Wednesday, January 11, 2012

In defence of the Toronto Public Libraries

Some of my favourite and earliest memories are of being a young kid and going to the library (such a nerd I know).  Most prominent in those memories are going the the TPL branch at Main and Gerrard, bounding my little kid feet up the stairs and plunking down in front of the shelf that had the garfield books and reading them then saving a couple to borrow and take home and read those.

I loved the library and especially that library to pieces. The trees that surrounded the the entrance and the red lines that outlined the doors and windows, the brick structure of the building, how it looked like a giant cottage house full of magic and once I feel in love with books and reading how it really was a giant cottage house of full of magic.

As I grew up there were other libraries that became important to me, the Dawes Road branch near my old apartment at Victoria Park in Crescent Town, it was the closest big library to us and much of my middle childhood borrowing was done there.

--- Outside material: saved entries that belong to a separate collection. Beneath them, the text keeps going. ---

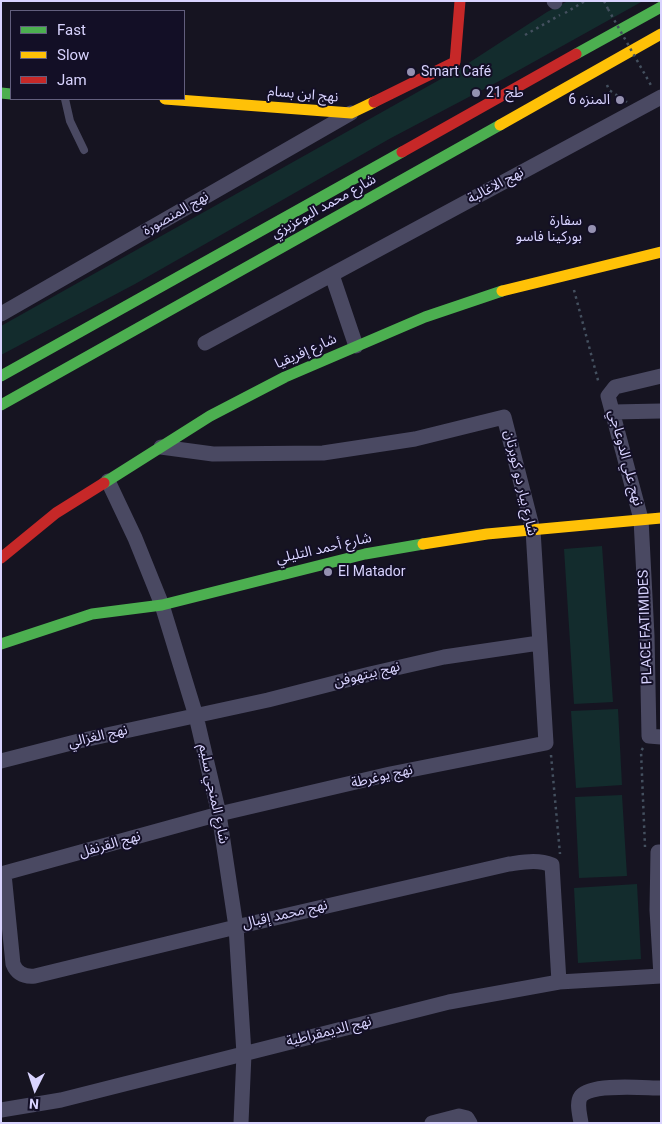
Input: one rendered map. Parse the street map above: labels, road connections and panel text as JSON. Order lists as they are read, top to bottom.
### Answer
{
  "streets": {
    "main road": [
      "نهج ابن بسام",
      "شارع محمد البوعزيزي",
      "شارع إفريقيا",
      "شارع أحمد التليلي"
    ],
    "street": [
      "نهج الاغالبة",
      "نهج المنصورة",
      "نهج علي الدوعاجي",
      "شارع بيار دو كوبرتان",
      "PLACE FATIMIDES",
      "نهج بيتهوفن",
      "نهج الغزالي",
      "نهج يوغرطة",
      "شارع المنجي سليم",
      "نهج القرنفل",
      "نهج محمد إقبال",
      "نهج الديمقراطية"
    ]
  },
  "crossings": [
    ["نهج ابن بسام", "نهج المنصورة"],
    ["شارع إفريقيا", "شارع بيار دو كوبرتان"],
    ["شارع إفريقيا", "شارع المنجي سليم"],
    ["نهج علي الدوعاجي", "شارع أحمد التليلي"],
    ["نهج علي الدوعاجي", "PLACE FATIMIDES"],
    ["شارع بيار دو كوبرتان", "شارع أحمد التليلي"],
    ["شارع بيار دو كوبرتان", "نهج بيتهوفن"],
    ["شارع بيار دو كوبرتان", "نهج يوغرطة"],
    ["شارع أحمد التليلي", "PLACE FATIMIDES"],
    ["شارع أحمد التليلي", "شارع المنجي سليم"],
    ["نهج بيتهوفن", "نهج الغزالي"],
    ["نهج بيتهوفن", "شارع المنجي سليم"],
    ["نهج الغزالي", "شارع المنجي سليم"],
    ["نهج يوغرطة", "شارع المنجي سليم"],
    ["نهج يوغرطة", "نهج القرنفل"],
    ["شارع المنجي سليم", "نهج القرنفل"],
    ["شارع المنجي سليم", "نهج محمد إقبال"],
    ["شارع المنجي سليم", "نهج الديمقراطية"],
    ["نهج القرنفل", "نهج محمد إقبال"]
  ],
  "places": [
    "Smart Café",
    "طج 21",
    "المنزه 6",
    "سفارة بوركينا فاسو",
    "El Matador"
  ],
  "legend": ["Fast", "Slow", "Jam"],
  "north": "bottom"
}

The Walter Stewart branch near the East York Civic Centre which was near my middle school, Leaside Library near my high school and my girlfriend and Albert Campbell in Scarborough, the branch near the house my family and I lived in during my teens to mid twenties. All these branches were part of the same idea, the TPL system but all were distinct in themselves, in the items they carried, the patrons, staff and programs offered. I often felt (and still feel) the TPL system was a microcosm for Toronto itself; a dynamic co-dependent and accessible system that celebrated individual cultural differences as strengths of the overall mutual community we shared.

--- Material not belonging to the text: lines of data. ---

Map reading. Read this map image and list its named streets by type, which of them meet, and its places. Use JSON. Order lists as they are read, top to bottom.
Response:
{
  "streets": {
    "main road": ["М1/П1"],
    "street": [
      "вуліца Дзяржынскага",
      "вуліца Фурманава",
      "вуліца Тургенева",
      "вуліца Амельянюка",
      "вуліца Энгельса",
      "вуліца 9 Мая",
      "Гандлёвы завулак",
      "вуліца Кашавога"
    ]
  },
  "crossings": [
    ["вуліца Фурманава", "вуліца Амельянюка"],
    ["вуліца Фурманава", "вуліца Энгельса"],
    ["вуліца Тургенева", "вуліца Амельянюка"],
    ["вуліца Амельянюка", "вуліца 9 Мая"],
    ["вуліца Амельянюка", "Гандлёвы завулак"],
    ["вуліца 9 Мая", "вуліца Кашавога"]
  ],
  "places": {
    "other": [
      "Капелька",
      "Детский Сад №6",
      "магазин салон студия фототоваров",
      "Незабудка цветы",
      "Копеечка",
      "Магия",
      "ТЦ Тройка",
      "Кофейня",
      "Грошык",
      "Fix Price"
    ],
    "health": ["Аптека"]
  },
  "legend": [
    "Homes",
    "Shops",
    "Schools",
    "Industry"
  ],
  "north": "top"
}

When the first of our 99 branches closed last year I was shocked and angry. I understand the desire in some parts for (what seems like) massive fiscal restraint but I just couldn't understand this. I still don't. Having 99 branches I though was a symbol of how progressive this city was. It was a sign of how important we as Torontonians both old and new valued literacy, the power of words, community spaces and meeting grounds, how we valued and defined our neighbourhoods.  Now as we approach a time where we as citizens are being forced to content with service cuts to our libraries I am just confused. Utterly confused. We somehow can find extra money for policing. We somehow can find extra money for wards with councillors willing to horse trade with the Mayor but somehow can't find a way to save and even expand our robust library system?

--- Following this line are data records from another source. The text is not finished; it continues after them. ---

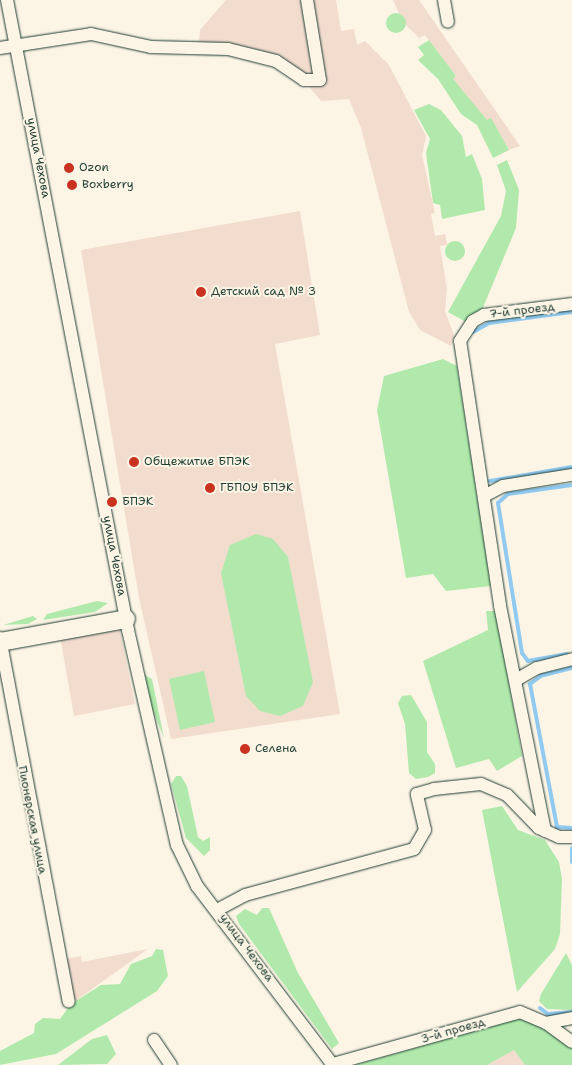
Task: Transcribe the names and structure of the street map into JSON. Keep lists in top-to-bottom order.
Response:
{
  "streets": {
    "street": [
      "улица Чехова",
      "7-й проезд",
      "Пионерская улица",
      "3-й проезд"
    ]
  },
  "crossings": [
    ["улица Чехова", "3-й проезд"]
  ],
  "places": [
    "Ozon",
    "Boxberry",
    "Детский сад № 3",
    "Общежитие БПЭК",
    "ГБПОУ БПЭК",
    "БПЭК",
    "Селена"
  ]
}
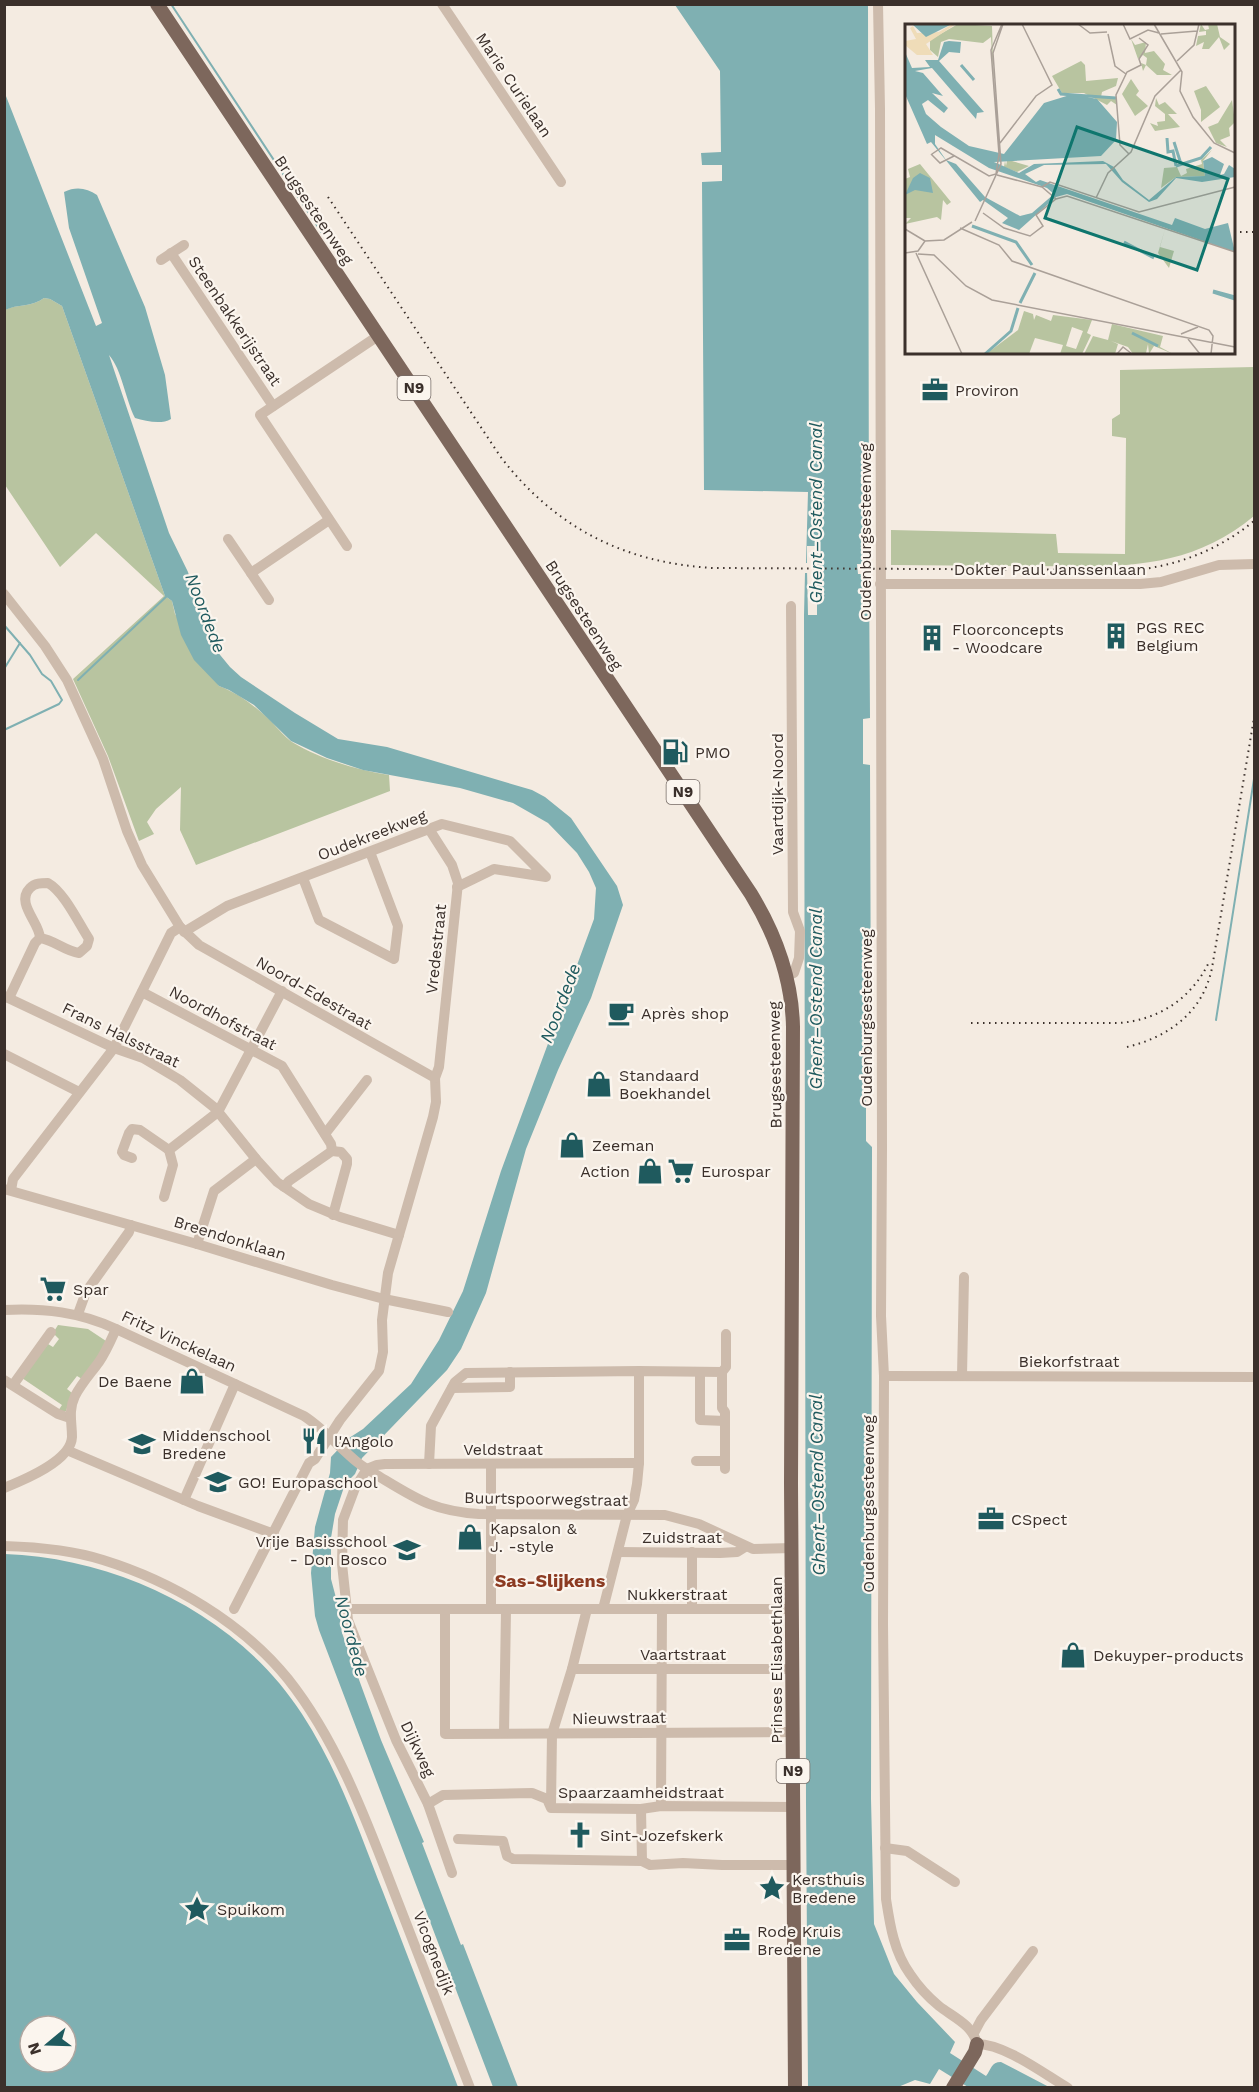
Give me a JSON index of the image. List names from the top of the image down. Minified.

I then ask myself, is this the kind of city we ever imagined living in? Is this what we think of when we think of places to live and raise families - a focus on policing and cuts to public services, places where libraries are deemed elitist and culturally unimportant? Do we imagine ourselves living in a place where the fabric of our communities and neighbourhoods is defined by what we lose rather than protecting what we have?

Libraries are escapes and shelters. You can browse for books and read and write yes. You can also access the internet, do school projects or other research. You can look of jobs, take advantage of classes offered. You can take your kids to reading programs, meet your neighbours. They are places where new Canadians and Torontonians can access vital services that can help them find their footing in a new society and even flourish.  Libraries are quite simply are the hubs of neighbourhoods and communities, they are a central focus and tether, a universal point where privilege and class don't matter, everyone is a patron. Libraries are places where we are equals, where we are all searching bound together by words and language English and beyond. To take that from us speaks of the kind of society we seem to be being pushed towards, where these common grounds are not viable and not honoured. It is a sad and often distressing commentary on how this city is being made to change. As Torontonians and citizens of a city, we should be outraged far more than we have shown. As human beings all striving for a mutually beneficial society where we can rely on each other, grow from each other and seek each other for joy and comfort we should be ashamed we have let it get this far.

I will leave with this last note. My wife and I just recently bought a house. There are often main criteria people look for when searching for a house, neighbourhood, schools etc. One of the criteria for us was it must be within walking distance to a library for if we were to be blessed with children one day we wanted to give them the joy and gift of a library, to share the same magic we felt when we first got our red and white TPL cards, when we first borrowed books.

When we bought our home this past autumn, it was a ten minute walk from the Walter Stewart Branch.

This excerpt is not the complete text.